2. Description of the Related Art
Typically, in cases in which a plate member, such as a substrate, is disposed in a housing, for example, in the case of an electronic device, various substrate securing methods are conceived (e.g., Japanese Unexamined Patent Application Publication Nos. 09-260871 and 2007-48914).
For example, Japanese Unexamined Patent Application Publication No. 09-260871 discloses a method for positioning and supporting a wiring substrate by directly providing a protrusion on the bottom plate of a device main unit and fitting the protrusion into a hole provided at an approximate center of the wiring substrate. Japanese Unexamined Patent Application Publication No. 2004-349297 discloses a mechanism in which the positioning of a jack substrate is performs by a rear panel and a protrusion.
In such a device in which a plate member (a first member) is disposed in a housing, a second member may be secured to a surface of the first member, the surface being a reverse side viewed from the worker (hereinafter, the surface may be referred to as a “back surface”) when the first member is disposed in the housing.

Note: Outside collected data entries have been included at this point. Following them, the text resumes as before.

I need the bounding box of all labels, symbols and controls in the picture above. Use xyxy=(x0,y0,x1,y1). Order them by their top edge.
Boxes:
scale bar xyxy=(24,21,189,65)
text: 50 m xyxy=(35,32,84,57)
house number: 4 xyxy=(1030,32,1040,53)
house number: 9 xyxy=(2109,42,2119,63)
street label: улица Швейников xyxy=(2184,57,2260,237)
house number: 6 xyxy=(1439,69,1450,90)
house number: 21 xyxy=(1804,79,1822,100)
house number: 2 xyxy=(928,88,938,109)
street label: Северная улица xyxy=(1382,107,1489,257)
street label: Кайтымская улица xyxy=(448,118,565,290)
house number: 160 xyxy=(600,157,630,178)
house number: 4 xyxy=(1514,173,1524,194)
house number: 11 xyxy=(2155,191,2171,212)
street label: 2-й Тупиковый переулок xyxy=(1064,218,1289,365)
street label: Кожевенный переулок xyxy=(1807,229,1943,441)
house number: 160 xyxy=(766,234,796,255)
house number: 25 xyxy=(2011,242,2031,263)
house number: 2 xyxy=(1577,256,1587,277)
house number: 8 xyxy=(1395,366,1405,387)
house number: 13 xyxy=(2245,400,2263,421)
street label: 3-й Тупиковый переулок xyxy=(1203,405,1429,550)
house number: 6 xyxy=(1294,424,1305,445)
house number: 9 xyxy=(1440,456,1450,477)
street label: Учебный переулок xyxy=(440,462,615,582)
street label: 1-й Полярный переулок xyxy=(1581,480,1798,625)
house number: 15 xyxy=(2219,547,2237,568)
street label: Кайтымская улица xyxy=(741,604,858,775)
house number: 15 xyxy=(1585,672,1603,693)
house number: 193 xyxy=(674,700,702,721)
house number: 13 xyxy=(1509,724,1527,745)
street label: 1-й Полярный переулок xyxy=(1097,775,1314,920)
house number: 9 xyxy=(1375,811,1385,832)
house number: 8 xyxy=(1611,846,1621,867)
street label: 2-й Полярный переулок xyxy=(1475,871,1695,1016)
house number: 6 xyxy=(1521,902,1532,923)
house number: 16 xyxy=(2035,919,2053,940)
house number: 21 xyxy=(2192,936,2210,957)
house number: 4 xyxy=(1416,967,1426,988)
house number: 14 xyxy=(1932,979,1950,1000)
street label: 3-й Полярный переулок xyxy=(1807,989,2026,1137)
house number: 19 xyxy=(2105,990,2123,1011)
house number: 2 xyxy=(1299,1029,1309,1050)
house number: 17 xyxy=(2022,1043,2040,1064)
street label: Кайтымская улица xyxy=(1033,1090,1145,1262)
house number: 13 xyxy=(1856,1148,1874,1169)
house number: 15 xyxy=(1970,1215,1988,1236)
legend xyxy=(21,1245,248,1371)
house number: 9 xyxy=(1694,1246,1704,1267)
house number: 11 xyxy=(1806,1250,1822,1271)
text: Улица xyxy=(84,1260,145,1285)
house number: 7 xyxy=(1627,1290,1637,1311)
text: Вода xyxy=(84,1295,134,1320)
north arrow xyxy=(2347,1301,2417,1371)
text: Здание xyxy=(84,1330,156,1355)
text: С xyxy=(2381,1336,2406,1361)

FIG. 1 is a sectional view showing an example of the configuration of an electronic device having such an internal structure.
In FIG. 1, an electronic device 10 has a substrate 11 in its housing 20. An IC (integrated circuit) 12 is provided on a surface of the substrate 11, the surface being an upper side thereof in FIG. 1. A reinforcing plate 13 is attached to a position that lies at a lower surface (in FIG. 1) of the substrate 11 and that corresponds to the IC 12, so as to prevent the substrate 11 from bending that puts a load on contacts (terminals) of the IC 12, when the housing 20 is vibrated or is given a shock. A surface of the reinforcing plate 13, the surface being adjacent to the substrate 11, has mold portions 14 (14A to 14D) so as to prevent damage to the substrate 11.
A heat sink 15 is attached to an upper surface (in FIG. 1) of the IC 12 in order to release heat generated by the IC 12. The heat sink 15 is secured to the substrate 11 by heat-sink screws 16A and 16B. The heat-sink screws 16A and 16B also secure the reinforcing plate 13 through the substrate 11. The substrate 11 to which the heat sink 15 and the reinforcing plate 13 are secured is secured to substrate attachment supports 21A and 21B of the housing 20 by substrate screws 22A and 22B, respectively.
When a second substrate is secured to a predetermined position at the back surface of a first member rather than to a housing, as described above, the position of the first member and the position of the second member are generally aligned with each other. In this case, however, it is difficult to use the methods disclosed in Japanese Unexamined Patent Application Publication Nos. 09-260871 and 2004-349297, since these are methods for performing positioning between a substrate and a housing.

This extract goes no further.